Daniel Corona, former refuge volunteer program director, said four of Costa Rica’s seven species of sea turtles nest here, with the olive ridley being the most numerous. Night tours are offered between June 1 and Jan. 30 to see turtles laying eggs, and when baby turtles hatch in the nursery, you can watch them being released and waddling toward the sea.
“This is all dry tropical forest,” Daniel said, although he allowed that it was really wet when we visited because of all the rain. “The fauna you find here is varied — you’ll find deer, white-faced monkeys, howler monkeys, tortoises, magpie jays, macaws. In the mangrove there are crocodiles, some of them really big. There are pelicans and storks on the beach.
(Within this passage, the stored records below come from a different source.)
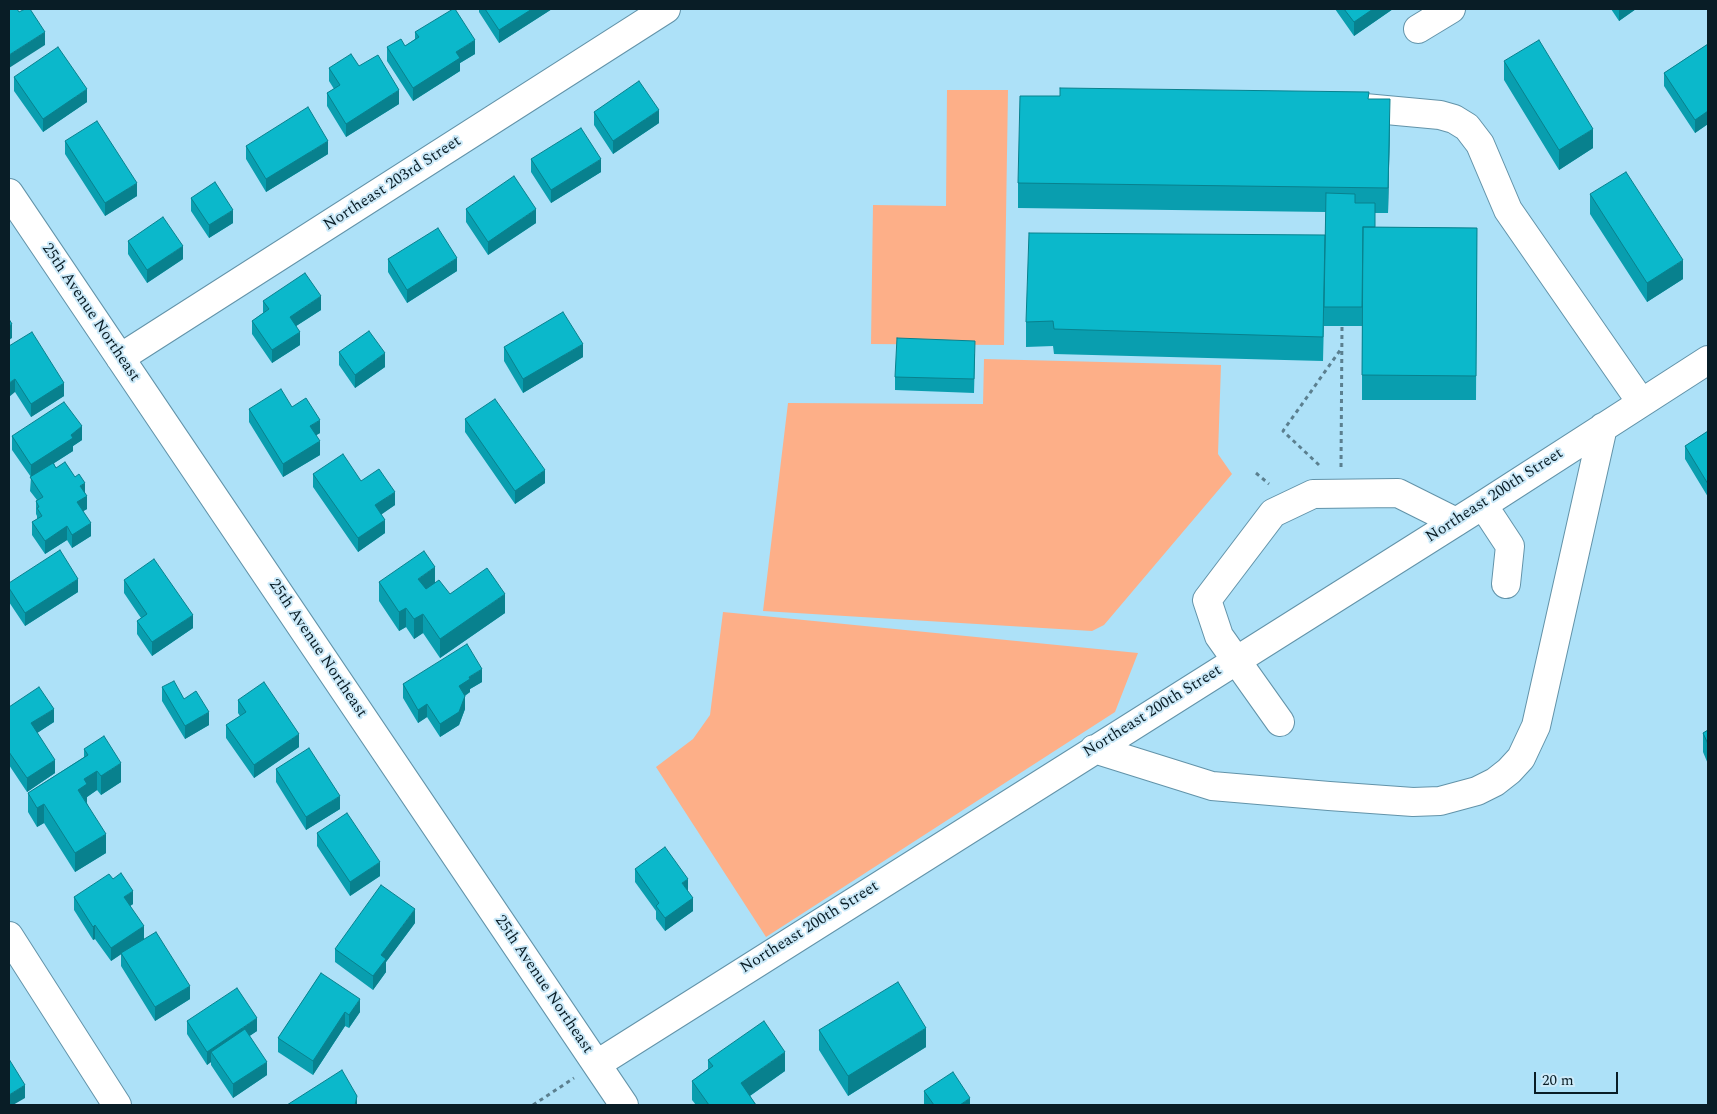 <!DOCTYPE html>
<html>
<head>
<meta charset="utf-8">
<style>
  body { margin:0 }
  #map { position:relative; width:1717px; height:1114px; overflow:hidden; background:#ade1f8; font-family:Spectral,serif }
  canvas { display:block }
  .frame { position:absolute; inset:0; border:10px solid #091d26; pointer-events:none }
  .scale { position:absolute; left:1534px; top:1072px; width:84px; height:22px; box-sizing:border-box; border:2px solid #091d26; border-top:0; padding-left:6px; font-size:15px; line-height:18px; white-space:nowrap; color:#091d26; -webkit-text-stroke:4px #cceaf9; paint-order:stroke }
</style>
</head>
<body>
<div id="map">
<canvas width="1717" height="1114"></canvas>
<div class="frame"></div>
<div class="scale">20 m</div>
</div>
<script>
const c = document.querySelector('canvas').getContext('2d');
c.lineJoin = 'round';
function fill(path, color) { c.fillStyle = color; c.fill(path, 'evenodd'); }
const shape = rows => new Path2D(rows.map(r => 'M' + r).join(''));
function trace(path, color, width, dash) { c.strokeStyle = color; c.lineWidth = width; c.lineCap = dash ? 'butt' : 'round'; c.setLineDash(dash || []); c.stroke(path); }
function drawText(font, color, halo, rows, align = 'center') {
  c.font = font + ' Spectral,serif'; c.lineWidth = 4; c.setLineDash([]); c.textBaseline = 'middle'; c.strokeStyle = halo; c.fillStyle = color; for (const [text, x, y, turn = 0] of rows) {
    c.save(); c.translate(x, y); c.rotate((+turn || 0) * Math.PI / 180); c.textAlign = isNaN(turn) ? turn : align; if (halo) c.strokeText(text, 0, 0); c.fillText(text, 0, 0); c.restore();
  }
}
fill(shape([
  [947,90,1008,90,1004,345,871,344,873,205,946,206],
  [984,359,1221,365,1218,454,1232,474,1104,625,1092,631,763,611,788,403,983,404],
  [723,612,1138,653,1115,712,766,937,656,767,693,739,710,715]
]), '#fdaf88');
const minor = shape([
  [1418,29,1451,9],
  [1354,107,1440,115,1454,119,1467,127,1480,144,1508,210,1641,402],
  [9,193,624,1105],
  [120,358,666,9],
  [1483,505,1510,546,1506,584],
  [1280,722,1219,636,1207,600,1273,513,1313,494,1398,493,1456,522],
  [1094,749,1212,786,1329,796,1413,802,1440,801,1477,791,1495,782,1509,771,1521,758,1536,726,1603,427],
  [9,936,117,1105],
  [597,1064,1483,505,1708,360]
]);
trace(minor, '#6293a9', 30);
trace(shape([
  [1319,465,1283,431,1341,349],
  [1341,467,1342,326],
  [1256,473,1269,484],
  [533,1105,574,1078]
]), '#5b7f8f', 3, [4, 4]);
trace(minor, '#fff', 28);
fill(shape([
  [479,9,552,9,499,43,479,12],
  [1335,9,1393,9,1354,36],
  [1611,9,1636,9,1619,21],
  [415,32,475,54,460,63,460,71,413,101,387,61,387,47,405,46,415,39],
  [1708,44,1708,124,1695,133,1664,86,1664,73],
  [1504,61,1593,148,1559,170,1504,80],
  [359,66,399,104,346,137,327,106,327,93,334,89,329,81,329,68],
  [14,77,87,102,43,132,14,91],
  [1060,96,1369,99,1390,124,1388,213,1375,213,1375,227,1477,228,1476,400,1362,400,1362,326,1324,326,1324,320,1323,361,1054,354,1053,346,1026,347,1026,322,1325,235,1326,212,1018,208,1018,183],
  [594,112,659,123,613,154,594,125],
  [65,141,137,196,105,216,65,154],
  [246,146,328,154,266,192,246,159],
  [531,159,601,172,551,203,531,172],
  [1590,194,1683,279,1647,302,1590,214],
  [191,198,233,223,209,238,191,211],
  [466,209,536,223,488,255,466,222],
  [128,241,183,259,147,283,128,254],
  [388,259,457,271,407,303,388,272],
  [263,301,321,310,296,326,300,345,272,363,252,334,252,321,263,313],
  [9,346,64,396,31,417,15,392],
  [504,347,583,357,523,393,504,361],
  [339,352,385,367,355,388,339,365],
  [975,354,974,393,895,390,895,377],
  [292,407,320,433,316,435,320,455,283,477,249,422,249,409],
  [465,419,545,483,515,504,465,432],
  [1708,431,1708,497,1685,459,1685,446],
  [12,436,82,440,73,446,73,451,54,463,56,468,85,492,87,509,83,511,91,536,72,548,67,540,45,554,32,535,32,522,37,519,37,516,36,514,36,501,37,500,30,491,31,477,12,450],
  [313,474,361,481,395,505,381,514,385,533,358,552,313,487],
  [124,580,193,628,152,656,137,634,137,621,141,618,124,593],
  [379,582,435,582,450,594,505,613,440,658,423,633,414,639,406,627,399,631,379,601],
  [9,583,78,592,25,626,9,602],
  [482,682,470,689,470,692,465,696,465,709,459,725,440,737,427,717,418,723,403,698,403,684],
  [162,687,184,699,209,725,185,739,162,701],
  [238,700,299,747,254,778,226,738,226,725,240,716,238,713],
  [9,707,54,722,37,733,55,773,27,792,9,765],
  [1708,730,1708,764,1703,752,1703,733],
  [84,749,121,782,101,795,97,790,87,797,87,803,106,853,75,872,44,823,37,827,28,812,28,793,84,757],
  [276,769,340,809,306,830,276,782],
  [317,833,380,876,350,896,317,846],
  [635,869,688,891,693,911,665,931,656,919,656,911,635,882],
  [113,879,133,904,130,906,144,939,190,999,155,1021,121,966,121,954,111,961,95,939,93,940,74,910,74,897],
  [415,923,386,962,386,972,373,990,335,962,335,949],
  [321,973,360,1012,349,1028,345,1026,313,1075,278,1052,278,1038],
  [187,1021,257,1031,249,1036,267,1075,233,1098,211,1065,211,1062,207,1065,187,1034],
  [819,1030,926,1047,848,1096,819,1050],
  [708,1060,785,1071,750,1096,756,1105,696,1105,692,1100,692,1081,708,1069],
  [924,1091,970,1105,925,1105,924,1104]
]), '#099eaf');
fill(shape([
  [532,9,552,9,499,43,499,30],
  [1373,9,1393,9,1354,36,1354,22],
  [1619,9,1636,9,1619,21],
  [45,32,45,45,9,68,9,55],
  [475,40,475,54,460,63,460,71,413,101,413,88,456,52],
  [87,89,87,102,43,132,43,119],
  [399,90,399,104,346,137,346,124],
  [1390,99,1390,124,1388,213,1388,188],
  [659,110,659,123,613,154,613,141],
  [1708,111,1708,124,1695,133,1695,120],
  [1593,129,1593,148,1559,170,1559,150],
  [328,141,328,154,266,192,266,179],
  [601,159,601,172,551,203,551,190],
  [137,183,137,196,105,216,105,203],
  [536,209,536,223,488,255,488,242],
  [233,210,233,223,209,238,209,225],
  [183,246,183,259,147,283,147,270],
  [457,258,457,271,407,303,407,290],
  [1683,260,1683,279,1647,302,1647,283],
  [321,296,321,310,290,330,290,317],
  [12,324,12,338,9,340,9,326],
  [300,332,300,345,272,363,272,350],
  [583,344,583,357,523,393,523,379],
  [385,353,385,367,355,388,355,375],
  [15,379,15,392,9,397,9,383],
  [64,383,64,396,31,417,31,404],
  [320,420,320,433,310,439,310,426],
  [82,426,82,440,73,446,73,451,31,478,31,465],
  [320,441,320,455,283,477,283,464],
  [545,470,545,483,515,504,515,491],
  [85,483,85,496,80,486],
  [395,492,395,505,375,519,375,505],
  [87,496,87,509,77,515,77,502],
  [385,520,385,533,358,552,358,538],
  [91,523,91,536,72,548,72,535],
  [67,526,67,540,45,554,45,541],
  [435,567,435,587,418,598,418,579],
  [78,579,78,592,25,626,25,613],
  [505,594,505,613,440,658,440,639],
  [406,608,406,627,399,631,399,612],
  [423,614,423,633,414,639,414,619],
  [193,615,193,628,152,656,152,642],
  [482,669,482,682,470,689,470,692,459,699,459,686,469,677],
  [465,696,465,709,459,725,440,737,440,724],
  [427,704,427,717,418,723,418,710],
  [54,709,54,722,31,737,31,723],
  [209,712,209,725,185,739,185,726],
  [299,734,299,747,254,778,254,765],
  [55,760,55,773,27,792,27,778],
  [121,763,121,782,101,795,101,776],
  [97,771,97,790,87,797,87,803,78,790,84,779],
  [340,796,340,809,306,830,306,817],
  [44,804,44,823,37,827,37,808],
  [106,834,106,853,75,872,75,853],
  [380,862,380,876,350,896,350,882],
  [688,879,688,892,682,883],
  [133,891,133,904,124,910,124,897],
  [693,898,693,911,665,931,665,918],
  [415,909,415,923,386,962,386,972,373,990,373,976,381,955],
  [95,925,95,939,93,940,93,927],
  [144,926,144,939,111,961,111,948],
  [190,986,190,999,155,1021,155,1007],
  [360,999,360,1012,349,1028,349,1015],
  [345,1012,345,1026,313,1075,313,1061],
  [257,1018,257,1031,216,1059,211,1052,211,1062,207,1065,207,1052],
  [926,1028,926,1047,848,1096,848,1076],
  [785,1052,785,1071,741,1102,741,1083],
  [267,1062,267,1075,233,1098,233,1084],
  [25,1085,25,1098,13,1105,9,1105,9,1095],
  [357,1096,357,1105,355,1105],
  [970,1098,970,1105,960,1105]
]), '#08818e');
const building = shape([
  [9,9,17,9,19,12,25,9,30,9,45,32,9,55,9,9],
  [453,9,455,9,475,40,456,52,460,58,413,88,387,47,401,39,405,46,419,37,415,32,453,9],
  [485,9,532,9,499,30,485,9],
  [1344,9,1373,9,1354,22,1344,9],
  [1539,40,1593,129,1559,150,1504,61,1539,40],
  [1708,44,1708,111,1695,120,1664,73,1708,44],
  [58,47,87,89,43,119,14,77,58,47],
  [351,54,359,66,378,55,399,90,346,124,327,93,340,85,329,68,351,54],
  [639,81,659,110,613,141,594,112,639,81],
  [1060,88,1369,92,1368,99,1390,99,1388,188,1018,183,1020,96,1060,96,1060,88],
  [308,107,328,141,266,179,246,146,308,107],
  [97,121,137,183,105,203,65,141,97,121],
  [581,128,601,159,551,190,531,159,581,128],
  [1626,172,1683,260,1647,283,1590,194,1626,172],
  [514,176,536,209,488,242,466,209,514,176],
  [215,182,233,210,209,225,191,198,215,182],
  [1326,193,1355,194,1355,203,1375,203,1375,227,1363,227,1362,307,1324,307,1326,193],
  [163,217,183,246,147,270,128,241,163,217],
  [1363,227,1477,228,1476,376,1362,375,1363,227],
  [438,228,457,258,407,290,388,259,438,228],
  [1029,233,1325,235,1323,337,1054,329,1053,321,1026,322,1029,233],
  [305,273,321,296,290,317,300,332,272,350,252,321,269,309,263,301,305,273],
  [563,312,583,344,523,379,504,347,563,312],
  [9,319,12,324,9,326,9,319],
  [369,331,385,353,355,375,339,352,369,331],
  [32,332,64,383,31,404,15,379,9,383,9,346,32,332],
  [897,338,975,341,974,379,895,377,897,338],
  [281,389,292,407,306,398,320,420,310,426,320,441,283,464,249,409,281,389],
  [495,399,545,470,515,491,465,419,495,399],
  [64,402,82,426,71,435,73,438,31,465,12,436,64,402],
  [1708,431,1708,484,1685,446,1708,431],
  [343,454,361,481,379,469,395,492,375,505,385,520,358,538,313,474,343,454],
  [65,462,75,477,79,474,85,483,80,486,87,496,77,502,91,523,72,535,67,526,45,541,32,522,42,516,37,508,39,507,36,501,43,497,30,477,53,463,56,468,65,462],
  [60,550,78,579,25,613,9,588,9,583,60,550],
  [424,551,435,567,418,579,426,589,439,580,450,594,487,568,505,594,440,639,423,614,414,619,406,608,399,612,379,582,424,551],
  [154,559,193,615,152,642,137,621,147,614,124,580,154,559],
  [467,644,482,669,469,677,470,679,459,686,465,696,459,712,440,724,427,704,418,710,403,684,467,644],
  [174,681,184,699,196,691,209,712,185,726,162,687,174,681],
  [264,682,299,734,254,765,226,725,246,712,238,700,264,682],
  [39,687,54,709,31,723,55,760,27,778,9,752,9,707,39,687],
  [1708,730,1708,744,1703,733,1708,730],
  [104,736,121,763,101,776,97,771,84,779,87,784,78,790,106,834,75,853,44,804,37,808,28,793,88,755,84,749,104,736],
  [309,748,340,796,306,817,276,769,309,748],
  [347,813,380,862,350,882,317,833,347,813],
  [665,847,688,879,682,883,693,898,665,918,656,906,659,903,635,869,665,847],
  [121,873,133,891,124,897,144,926,111,948,95,925,93,927,74,897,109,874,113,879,121,873],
  [381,885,415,909,381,955,386,959,373,976,335,949,381,885],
  [156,932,190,986,155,1007,121,953,156,932],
  [321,973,360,999,349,1015,345,1012,313,1061,278,1038,321,973],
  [898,982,926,1028,848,1076,819,1030,898,982],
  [237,988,257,1018,207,1052,187,1021,237,988],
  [764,1021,785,1052,741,1083,756,1105,709,1105,692,1081,713,1066,708,1060,764,1021],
  [245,1029,267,1062,233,1084,211,1052,245,1029],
  [9,1059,25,1085,9,1095,9,1059],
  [342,1070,357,1096,355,1105,287,1105,342,1070],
  [953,1072,970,1098,960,1105,934,1105,924,1091,953,1072]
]);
fill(building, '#0bb8cb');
trace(building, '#08818e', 1);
drawText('16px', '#091d26', '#cceaf9', [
  ["Northeast 203rd Street",393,184,-33],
  ["25th Avenue Northeast",90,313,56],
  ["Northeast 200th Street",1495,496,-33],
  ["25th Avenue Northeast",317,649,56],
  ["Northeast 200th Street",1153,712,-32],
  ["Northeast 200th Street",810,928,-32],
  ["25th Avenue Northeast",543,985,56]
]);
</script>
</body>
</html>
We have lots of bats.”
A sign at the refuge describes the surfing wave here as “world-class,” though one local surfer told us the wave is very rough and choppy, for experts only. But a couple of people told me the fishing is excellent.
“You can catch dorado, snook, lobster,” Daniel said. “In a recent tournament, the winner caught a 12-kilo shark.” All the fishing is from the shore, as fishing boats are prohibited for a distance of 12 nautical miles from the beach.
This entire coastline reminded me of the dinosaur cartoon “The Land Before Time” — prehistoric, primordial and unperturbed.
“Why Camaronal?” asks Paul. “The turtle refuge, the surfing, the pastoral quality. This is not filled with houses, this is still country, but it’s close to Sámara, Carrillo, Nosara, all that bustling stuff.
“We’re looking for people that don’t want to live in a congested, commercialized area where crime is a concern. Folks that buy here want to be surrounded by nature. But they can still go dancing in Sámara, do parasailing or ATV rentals or stand-up paddling or horseback riding — and do it all safely.”
More people will surely come here in the years ahead, but I don’t believe human beings could ever ruin this place. I think it’s humans that will have to adapt to the nature, not the other way around. The trees, birds and turtles were here first, and they’re here to stay.